In the Psalm for this Sunday, Psalm 139:1-12 (13-16), David marvels that the Lord knows everything about him, even before he thinks or speaks. The Lord’s knowledge is so high and wonderful that he cannot understand it. Even darkness is bright and light to Him. The Spirit of God is with him wherever he is or goes. He can only praise the Lord that he has been fearfully and wonderfully made and that the Lord even knows about his future. He is confident in his Lord.
In the Old Testament reading, Ezekiel 37:1-14, Ezekiel writes in a different time. The Northern Kingdom of Israel had fallen long before, and now the Southern Kingdom of Judah had fallen, too, and many of the people had been carried away into captivity in Babylon. Ezekiel writes in Babylon to the people whose hopes for their future were very dim. The Lord, through His Spirit, gives Ezekiel a vision of a valley full of dry bones, representing the hopeless house of Israel. Could these bones live? Ezekiel does not know. The Lord predicts that they will, by His power. The bones came together and had flesh and skin on them, but no life in them, until the Spirit of the Lord breathed on them and lived within them. Then, they would have renewed life and return to the Promised Land. The Lord had spoken through Ezekiel, and he would do this. After about seventy years in captivity. Jews began to return to Israel with the Lord’s blessings and renewed faith.

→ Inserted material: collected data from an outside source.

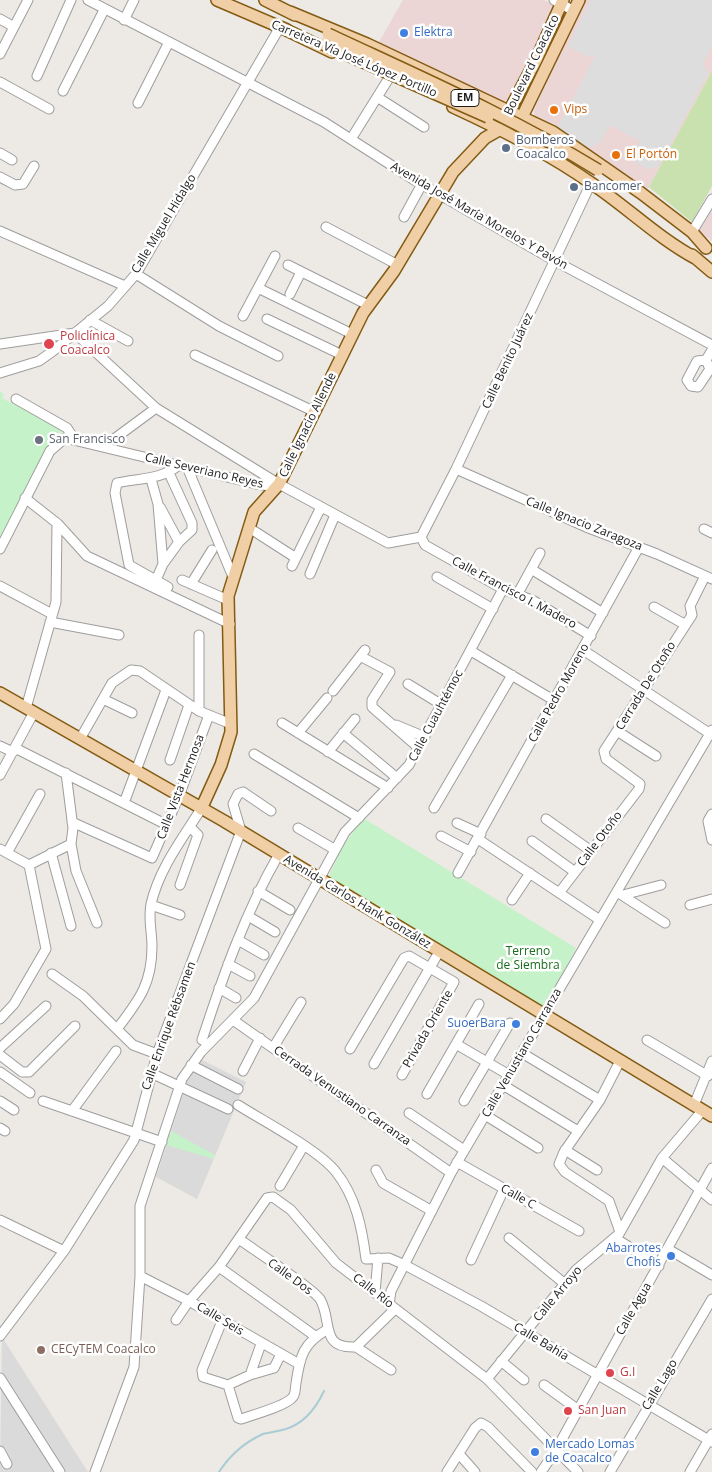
<!DOCTYPE html>
<meta charset="utf-8">
<style>
body{margin:0}
canvas{display:block;background:#ede9e4}
</style>
<canvas width="712" height="1472"></canvas>
<script>
const ctx = document.querySelector('canvas').getContext('2d');
ctx.lineJoin = 'round';
function fillPath(path, color) { ctx.fillStyle = color; ctx.fill(path, 'evenodd'); }
function trace(path, color, width, dash) { ctx.strokeStyle = color; ctx.lineWidth = width; ctx.lineCap = dash ? 'butt' : 'round'; ctx.setLineDash(dash || []); ctx.stroke(path); }
function drawText(font, color, halo, rows, align = 'center') {
  ctx.font = font + ' "Open Sans",sans-serif'; ctx.lineWidth = 5; ctx.setLineDash([]); ctx.textBaseline = 'middle'; ctx.strokeStyle = halo; ctx.fillStyle = color; for (const [text, x, y, turn = 0] of rows) {
    ctx.save(); ctx.translate(x, y); ctx.rotate((+turn || 0) * Math.PI / 180); ctx.textAlign = isNaN(turn) ? turn : align; if (halo) ctx.strokeText(text, 0, 0); ctx.fillText(text, 0, 0); ctx.restore();
  }
}
fillPath(new Path2D(`
 M202,1060L246,1082L197,1199L156,1177L187,1082Z
 M2,1337L88,1472H0Z`), '#dbdada');
fillPath(new Path2D(`
 M403,0H544L554,5L519,86L509,99L503,102L493,99L379,42Z
 M583,0H712V71L648,189L593,152L534,117V110Z
 M712,206V241L698,231Z`), '#ecd5d5');
fillPath(new Path2D(`
 M712,71V186L692,222L649,187Z`), '#c9e1af');
fillPath(new Path2D(`
 M0,391L4,395L2,398L62,430L0,544Z
 M363,818L576,948L544,1010L328,878L342,848Z
 M171,1131L215,1155L214,1159L166,1145Z`), '#c5f2c8');
fillPath(new Path2D(`
 M591,0H712V46L702,65L709,72L658,167L648,169L635,163L633,154L640,141L610,125L601,142L589,148L557,128L596,55L587,56L568,46Z`), '#ddd');
trace(new Path2D(`
 M219,1472C230,1455 245,1442 263,1434C271,1432 279,1431 286,1429C305,1423 316,1408 324,1391`), '#a9ccd5', 2);
const minor = new Path2D(`
 M88,0L324,122L416,181L555,261L712,345
 M554,0L574,11
 M0,19L14,27
 M124,20L134,0
 M0,54L28,0
 M37,76L71,0
 M0,82L49,109
 M63,91L104,10
 M377,97L424,127
 M138,103L169,42
 M351,139L389,78
 M0,153L12,160
 M0,177L15,185L23,184L34,166
 M404,217L422,184
 M326,227L398,265
 M0,231L125,286
 M692,232L712,199
 M288,265L368,305
 M136,274L219,326L278,356
 M258,288L352,334
 M290,294L301,272
 M243,316L275,256
 M267,319L342,355
 M90,320L128,341
 M75,333L156,408L279,484L388,543L421,537
 M0,344L75,333
 M195,355L313,411
 M706,360L710,369L698,387L691,386L687,380L697,361L706,360L712,350
 M0,373L39,361L53,351L108,306L136,274L280,27
 M16,399L67,428L74,439
 M114,439L156,408
 M187,467L233,577
 M456,469L586,527L657,554L712,579
 M151,479L158,504L163,564L156,580
 M25,498L58,524L87,556L230,624
 M160,507L179,542
 M704,529L712,533
 M254,531L296,558
 M421,537L456,469L591,183
 M421,537L425,545L503,589L534,601L591,636
 M0,549L50,451L65,438L256,484L277,487
 M163,564L179,542L192,530V523L169,473
 M292,566L321,507
 M531,569L603,613
 M310,574L335,515
 M437,577L493,609
 M182,580L228,600
 M191,584L212,550
 M0,586L52,614
 M168,587L129,565L115,493L117,483C139,478 161,480 179,465
 M517,595L540,553
 M654,607L684,624
 M50,622L119,635
 M199,635V711
 M583,650L712,735
 M471,651L555,701
 M360,656L390,672L372,700V707L419,748
 M408,684L442,705
 M333,691L365,650
 M103,699L132,713
 M26,708L56,602L57,523
 M282,723L388,788
 M396,725L425,737
 M617,731L656,756
 M298,733L327,698
 M343,733L397,778
 M80,739L112,683L131,670L140,671L199,711L231,724
 M0,746L13,752
 M15,748L167,825
 M328,752L355,719
 M254,754L359,818
 M170,760L189,705
 M66,773L73,828L71,844L76,871L97,923
 M0,775L34,712
 M124,803L166,690
 M434,808L512,675
 M712,814L708,821L712,840
 M546,819L591,851
 M72,822L152,858L179,796L209,715
 M457,823L481,834
 M298,828L334,849
 M441,836L471,852
 M478,839L600,920
 M532,841L575,872
 M0,849L29,865
 M7,853L40,794
 M51,853L71,926
 M29,865L71,844
 M458,873L639,547
 M180,885L198,835L190,827
 M258,891L290,910
 M617,892L665,923
 M559,893L639,789L640,784L606,759L604,751L692,615L690,606L705,576
 M623,895L661,885
 M512,900L530,873
 M151,905L180,915
 M690,905L712,899
 M248,916L275,932
 M238,940L264,955
 M228,964L250,976
 M52,974L83,996L133,1045L157,1054
 M219,988L236,998
 M0,1019L14,1004L46,949L29,865
 M233,1020L451,1173
 M117,1029C139,1000 152,984 152,946C152,933 148,917 151,904C159,869 182,839 201,809
 M202,1040C223,976 245,913 279,854
 M647,1040L708,1076
 M456,1044L509,1075
 M0,1048L46,1006
 M273,1048L301,1002
 M350,1049L404,958L409,956L454,982L402,1075
 M522,1053L600,1100
 M0,1055L22,1072H29L75,1026
 M374,1064L439,952
 M191,1065L238,1089
 M243,1071L260,1038
 M0,1072L30,1093
 M151,1073L228,1109
 M503,1085L578,1131
 M427,1094L479,1004
 M0,1101L14,1110
 M43,1101L162,1142
 M464,1101L510,1023
 M238,1105C263,1121 319,1150 336,1172C356,1197 362,1228 366,1259L389,1258L405,1265L481,1306L712,1442
 M694,1105L712,1061
 M72,1111L116,1051
 M409,1113L464,1150
 M485,1115L538,1148
 M0,1128L5,1131
 M565,1150L597,1170
 M662,1158L712,1200
 M457,1162L579,1231
 M376,1170L383,1183L432,1211
 M280,1186L303,1147
 M0,1220L64,1251
 M620,1232L609,1201L565,1172L559,1164L564,1152L600,1100L620,1061
 M509,1238L565,1284
 M615,1238L659,1266
 M239,1239C254,1250 313,1288 320,1299C333,1321 319,1349 356,1347L395,1309
 M668,1249L712,1275
 M471,1260L504,1189
 M219,1267L315,1336
 M140,1276L189,1301L299,1364
 M375,1293L378,1258
 M389,1304L391,1291L451,1173L712,730
 M176,1320L189,1301L219,1267L267,1198L273,1197L291,1210L336,1263L487,1379L578,1472
 M222,1321L202,1370L203,1377L228,1385L250,1375L274,1368L281,1354
 M0,1336L64,1251L134,1140L157,1054L241,831L233,804L238,794L243,792L271,811
 M356,1347L391,1370
 M501,1361L524,1380
 M250,1375L261,1344
 M0,1378L60,1472
 M487,1379L576,1270L619,1234L662,1158L702,1111
 M228,1385L238,1418L241,1419C253,1415 285,1406 292,1398C296,1395 295,1388 296,1383C300,1356 303,1343 328,1329
 M544,1385L577,1409
 M0,1451L7,1464
 M459,1454L475,1472
 M95,1472L134,1367L140,1276V1206L182,1079L201,1052L254,998L345,832L409,765L503,589
 M447,1472L475,1428L481,1423L488,1427L532,1472
 M541,1472L556,1450L712,1168
 M610,1472L712,1299
 M690,1472L712,1434`);
const major = new Path2D(`
 M217,0L287,30
 M265,0L295,15
 M290,12L367,44L553,132L641,193L692,232L706,248
 M280,27L332,52
 M453,107C501,129 548,153 591,183C627,207 659,239 697,259
 M506,117L536,60L563,0
 M692,255L712,272
 M0,693L224,821L712,1116
 M201,809L221,765L231,732L228,596L254,512L279,484L363,313L394,271L453,172L485,138L522,117L579,0`);
trace(minor, '#9e9e9e', 11);
trace(major, '#835b12', 14);
trace(minor, '#fff', 9);
trace(major, '#f0cea6', 11);
const majorBridge = new Path2D(`
 M328,34C420,77 512,117 598,170
 M323,44L488,117`);
trace(majorBridge, '#835b12', 14, []);
trace(majorBridge, '#f0cea6', 11);
for (const [x, y, r, color] of [
 [404,33,5,"#3f7fe0"],
 [554,110,5,"#e8710a"],
 [506,148,5,"#5c6f8a"],
 [616,155,5,"#e8710a"],
 [574,187,5,"#5c6f8a"],
 [49,344,6,"#e0444e"],
 [39,440,5,"#6b7280"],
 [516,1024,5,"#3f7fe0"],
 [671,1256,5,"#3f7fe0"],
 [41,1350,5,"#8d6e63"],
 [610,1373,5,"#e0444e"],
 [568,1411,5,"#e0444e"],
 [535,1452,5,"#3f7fe0"]
]) { const dot = new Path2D(); dot.arc(x, y, r, 0, 2 * Math.PI); ctx.fillStyle = color; ctx.fill(dot); trace(dot, '#fff', 2); }
for (const [x, y, w] of [
 [465,98,28]
]) { const box = new Path2D(); box.roundRect(x - w / 2, y - 8.5, w, 17, 4); ctx.fillStyle = '#fff'; ctx.fill(box); trace(box, '#1d1d1d', 1); }
drawText('bold 11px', '#1d1d1d', null, [
 ["EM",465,98]
]);
drawText('12px', '#366cbe', '#fff', [
 ["Elektra",414,33],
 ["SuoerBara",506,1024,"right"],
 ["Abarrotes",661,1249,"right"],
 ["Chofis",661,1263,"right"],
 ["Mercado Lomas",545,1445],
 ["de Coacalco",545,1459]
], 'left');
drawText('12px', '#1d1d1d', '#fff', [
 ["Carretera Vía José López Portillo",354,59,23],
 ["Boulevard Coacalco",532,65,-64],
 ["Avenida José María Morelos Y Pavón",479,216,30],
 ["Calle Miguel Hidalgo",164,224,-59],
 ["Calle Benito Juárez",508,361,-65],
 ["Calle Ignacio Allende",308,425,-64],
 ["Calle Severiano Reyes",204,471,13],
 ["Calle Ignacio Zaragoza",584,524,22],
 ["Calle Francisco I. Madero",514,593,28],
 ["Cerrada De Otoño",646,686,-58],
 ["Calle Pedro Moreno",559,693,-61],
 ["Calle Cuauhtémoc",436,716,-62],
 ["Calle Vista Hermosa",181,787,-69],
 ["Calle Otoño",600,839,-53],
 ["Avenida Carlos Hank González",357,902,31],
 ["Calle Enrique Rébsamen",169,1026,-70],
 ["Privada Oriente",428,1029,-60],
 ["Calle Venustiano Carranza",522,1053,-60],
 ["Cerrada Venustiano Carranza",342,1096,35],
 ["Calle C",518,1197,29],
 ["Calle Dos",290,1277,36],
 ["Calle Río",373,1291,38],
 ["Calle Arroyo",558,1294,-50],
 ["Calle Agua",634,1309,-60],
 ["Calle Seis",220,1319,31],
 ["Calle Bahía",541,1342,31],
 ["Calle Lago",660,1385,-59]
]);
drawText('12px', '#c56008', '#fff', [
 ["Vips",564,110],
 ["El Portón",626,155]
], 'left');
drawText('12px', '#4e5e75', '#fff', [
 ["Bomberos",516,141],
 ["Coacalco",516,155],
 ["Bancomer",584,187]
], 'left');
drawText('12px', '#be3a42', '#fff', [
 ["Policlínica",60,337],
 ["Coacalco",60,351],
 ["G.I",620,1373],
 ["San Juan",578,1411]
], 'left');
drawText('12px', '#5b616d', '#fff', [
 ["San Francisco",49,440]
], 'left');
drawText('12px', '#196d1e', '#fff', [
 ["Terreno",528,952],
 ["de Siembra",528,966]
]);
drawText('12px', '#785e54', '#fff', [
 ["CECyTEM Coacalco",51,1350]
], 'left');
</script>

The culmination of renewal was the coming of Jesus, the Messiah from the line of King David, to do His saving work for His own people but also for the sake of the whole world, as we hear in the Gospel lesson, John 1:26-27;16:4b-15. Jesus would complete this work through His life, death, and resurrection. He would then return to the Father in Heaven so that He and the Father could send the Holy Spirit with power to bring faith and new life to people. Through the Word of God and baptism, the Holy Spirit would show the people their sins and need for a Savior and the gift of forgiveness and righteousness that comes through faith in Jesus and the defeat of Satan, “the ruler of this world.” The Holy Spirit would also guide the apostles and the Biblical writers “into all the truth.” Since Jesus is the Way to eternal life, twice Jesus says, “The Spirit will bear witness about Me… He will glorify Me, for He will take what is Mine and declare it to you.”

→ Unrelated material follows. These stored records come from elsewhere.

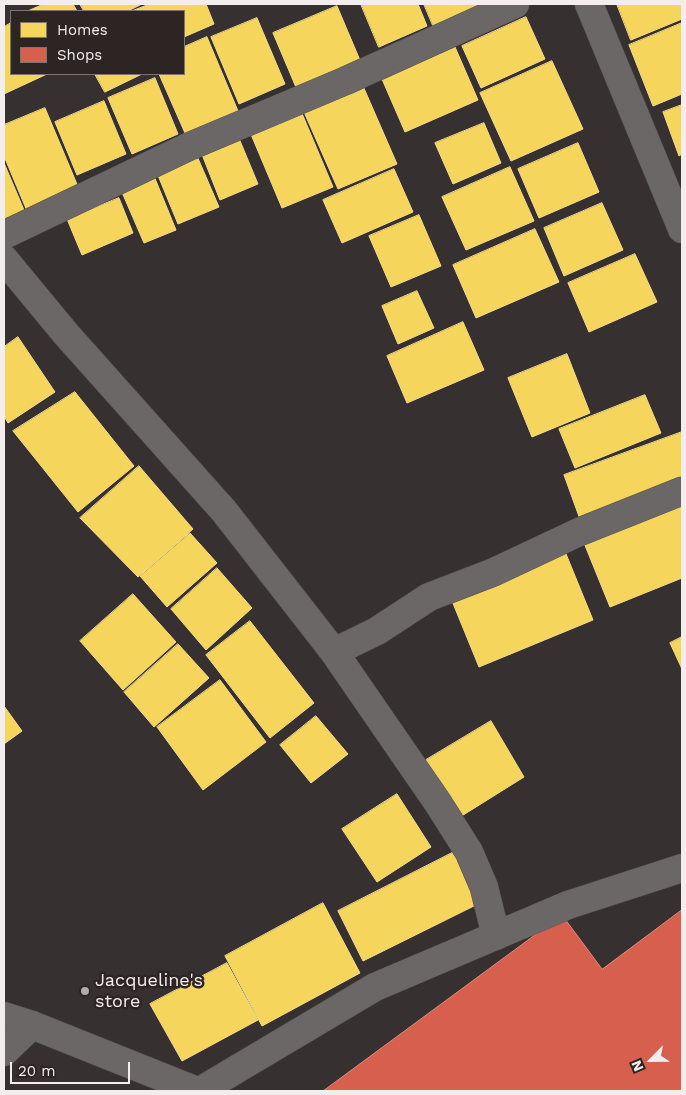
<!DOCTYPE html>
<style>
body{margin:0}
#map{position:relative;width:686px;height:1095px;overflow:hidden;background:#363130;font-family:"Work Sans",sans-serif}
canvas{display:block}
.frame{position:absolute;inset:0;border:5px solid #f4eded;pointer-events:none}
.legend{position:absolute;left:10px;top:10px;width:175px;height:65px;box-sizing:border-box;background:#2d2524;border:1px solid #7d7574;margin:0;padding:6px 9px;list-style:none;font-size:15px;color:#f4eded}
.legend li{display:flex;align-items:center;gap:10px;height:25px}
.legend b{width:25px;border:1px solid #7d7574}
.north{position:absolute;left:626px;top:1035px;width:50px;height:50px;-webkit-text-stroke:4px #2d2524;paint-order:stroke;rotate:247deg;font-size:14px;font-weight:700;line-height:20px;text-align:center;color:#f4eded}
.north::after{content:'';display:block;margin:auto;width:18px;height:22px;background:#f4eded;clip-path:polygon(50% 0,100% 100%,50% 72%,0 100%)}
.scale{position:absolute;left:10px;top:1062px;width:120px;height:22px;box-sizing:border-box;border:2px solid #f4eded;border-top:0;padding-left:6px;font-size:15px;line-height:18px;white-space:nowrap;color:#f4eded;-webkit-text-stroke:4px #2d2524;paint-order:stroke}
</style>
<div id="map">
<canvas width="686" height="1095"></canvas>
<div class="frame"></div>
<ul class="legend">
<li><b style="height:14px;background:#f6d55c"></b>Homes</li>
<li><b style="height:14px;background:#d6604d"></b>Shops</li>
</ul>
<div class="north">N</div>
<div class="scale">20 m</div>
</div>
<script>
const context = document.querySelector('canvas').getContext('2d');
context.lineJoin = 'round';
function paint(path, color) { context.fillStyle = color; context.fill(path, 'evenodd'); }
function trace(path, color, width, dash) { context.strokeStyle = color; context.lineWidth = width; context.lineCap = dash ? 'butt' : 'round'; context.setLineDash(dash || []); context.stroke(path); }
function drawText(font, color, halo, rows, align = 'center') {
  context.font = font + ' "Work Sans",sans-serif'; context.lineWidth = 5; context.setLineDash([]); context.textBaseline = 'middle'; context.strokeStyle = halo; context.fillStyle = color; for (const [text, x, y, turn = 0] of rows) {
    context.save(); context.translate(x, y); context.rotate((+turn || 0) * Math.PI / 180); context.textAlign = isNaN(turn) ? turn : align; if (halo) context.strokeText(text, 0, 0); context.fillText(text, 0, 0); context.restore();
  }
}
const homes = new Path2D(`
 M 44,4 L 73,4 L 77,11 L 28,11 Z
 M 80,4 L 142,4 L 128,11 L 84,11 Z
 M 150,4 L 206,4 L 214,24 L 184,37 L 184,11 L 132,11 Z
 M 361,4 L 418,4 L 427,26 L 379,47 Z
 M 424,4 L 497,4 L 435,30 Z
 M 617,4 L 682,4 L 682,19 L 631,40 Z
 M 337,6 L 362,65 L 298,92 L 273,33 Z
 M 526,17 L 545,59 L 481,88 L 462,46 Z
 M 257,18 L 285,84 L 239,104 L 211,37 Z
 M 11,23 L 11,74 L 47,74 L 4,94 L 4,27 Z
 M 682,23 L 682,94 L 653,106 L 629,45 Z
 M 207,37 L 238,111 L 185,133 L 159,74 L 184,74 L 184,47 Z
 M 455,47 L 478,100 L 405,132 L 382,79 Z
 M 552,61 L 583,129 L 511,161 L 480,93 Z
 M 95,74 L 142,74 L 105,92 Z
 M 155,78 L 178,134 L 132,154 L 108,98 Z
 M 363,86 L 397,164 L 338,189 L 304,112 Z
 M 104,101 L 126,154 L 77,175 L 55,122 Z
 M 682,105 L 682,154 L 679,156 L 663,112 Z
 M 45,108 L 79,189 L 27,211 L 4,156 L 4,125 Z
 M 301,111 L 333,187 L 282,208 L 250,132 Z
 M 484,123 L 501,163 L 453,184 L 435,143 Z
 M 238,136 L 258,184 L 220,200 L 201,152 Z
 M 578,143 L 599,192 L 539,218 L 518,169 Z
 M 197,156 L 219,207 L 178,224 L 157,173 Z
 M 4,163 L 27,217 L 4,227 Z
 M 510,167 L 534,221 L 466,250 L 442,197 Z
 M 394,169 L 413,212 L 342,243 L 323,200 Z
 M 154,176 L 176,230 L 144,243 L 121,190 Z
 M 119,198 L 133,233 L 82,255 L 67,219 Z
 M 602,203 L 623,250 L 564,276 L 544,228 Z
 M 419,215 L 441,266 L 391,287 L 369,236 Z
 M 535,229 L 559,282 L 476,318 L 453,265 Z
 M 635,254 L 657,302 L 589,332 L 568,283 Z
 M 417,291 L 434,328 L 398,344 L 382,306 Z
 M 463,322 L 484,370 L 407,403 L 387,356 Z
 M 18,337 L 55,392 L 8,423 L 4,416 L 4,347 Z
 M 567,354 L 590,413 L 532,437 L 508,378 Z
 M 75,392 L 134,466 L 78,512 L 13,431 Z
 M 645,395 L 661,433 L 575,468 L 559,429 Z
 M 682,432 L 682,486 L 581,522 L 564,475 Z
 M 139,466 L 193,529 L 138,577 L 80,518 Z
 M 682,498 L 682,578 L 610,607 L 582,538 Z
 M 190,533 L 217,563 L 167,607 L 140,576 Z
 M 564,549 L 593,620 L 479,667 L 450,596 Z
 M 217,568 L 252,608 L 206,650 L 171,609 Z
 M 133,594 L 176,642 L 123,690 L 80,641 Z
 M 250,621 L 314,703 L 270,738 L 206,655 Z
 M 682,637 L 682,669 L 670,643 Z
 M 178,644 L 209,678 L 154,727 L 124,692 Z
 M 220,680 L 266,742 L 203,790 L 157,727 Z
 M 4,706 L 22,731 L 4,744 Z
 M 316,716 L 348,754 L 311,783 L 280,745 Z
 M 491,721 L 524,777 L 460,817 L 426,760 Z
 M 397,794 L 431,847 L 377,882 L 342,829 Z
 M 454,852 L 480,903 L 363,961 L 338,911 Z
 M 323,903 L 360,973 L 262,1026 L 225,956 Z
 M 227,963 L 258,1020 L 182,1061 L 150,1004 Z`);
paint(homes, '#f6d55c');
trace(homes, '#f5dc88', 1);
const shops = new Path2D(`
 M 682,910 L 682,1091 L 323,1091 L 562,915 L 602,969 Z`);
paint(shops, '#d6604d');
trace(shops, '#df8a7d', 1);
const street = new Path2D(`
 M 4,235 L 188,147 L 345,81 L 515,4
 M 4,259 L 66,334 L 224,511 L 334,652 L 438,803 L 469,852 L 484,887 L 496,936
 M 334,652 L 377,631 L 429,597 L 494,572 L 579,532 L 682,491
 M 4,1052 L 32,1025
 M 200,1091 L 375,987 L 568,905 L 682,868`);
const secondary = new Path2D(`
 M 589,4 L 682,229
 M 4,1016 L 32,1025 L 197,1091`);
trace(street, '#55504f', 29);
trace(secondary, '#55504f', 29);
trace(street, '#6a6766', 28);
trace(secondary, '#6a6766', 28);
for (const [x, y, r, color] of [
 [85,991,5,"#b2abab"]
]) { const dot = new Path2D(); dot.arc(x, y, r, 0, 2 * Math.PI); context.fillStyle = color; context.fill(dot); trace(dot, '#2d2524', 2); }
drawText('18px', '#f4eded', '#2d2524', [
 ["Jacqueline's",95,981],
 ["store",95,1002]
], 'left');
</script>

In the Epistle lesson, Acts 2:1-21, we hear the story of Pentecost and of the Holy Spirit coming with “a mighty rushing wind” and “tongues as of fire” resting on each of the believers in Jesus and the Spirit also enabling these believers to speak the Good News of Jesus in other languages since people from many countries were there. Peter then spoke and explained that this day was prophesied by Joel in the Old Testament, and he quoted from Joel 2:28-32, showing that the Spirit is now available to all and that the goal is that “everyone who calls on the Name of the Lord, (now through the Lord Jesus,) shall be saved.” (The result is the beginning of the New Israel, the Holy Christian Church, Jews and Gentiles who believe in Christ Jesus and are baptized. 3,000 people came to faith and were baptized that day (Acts 2:41).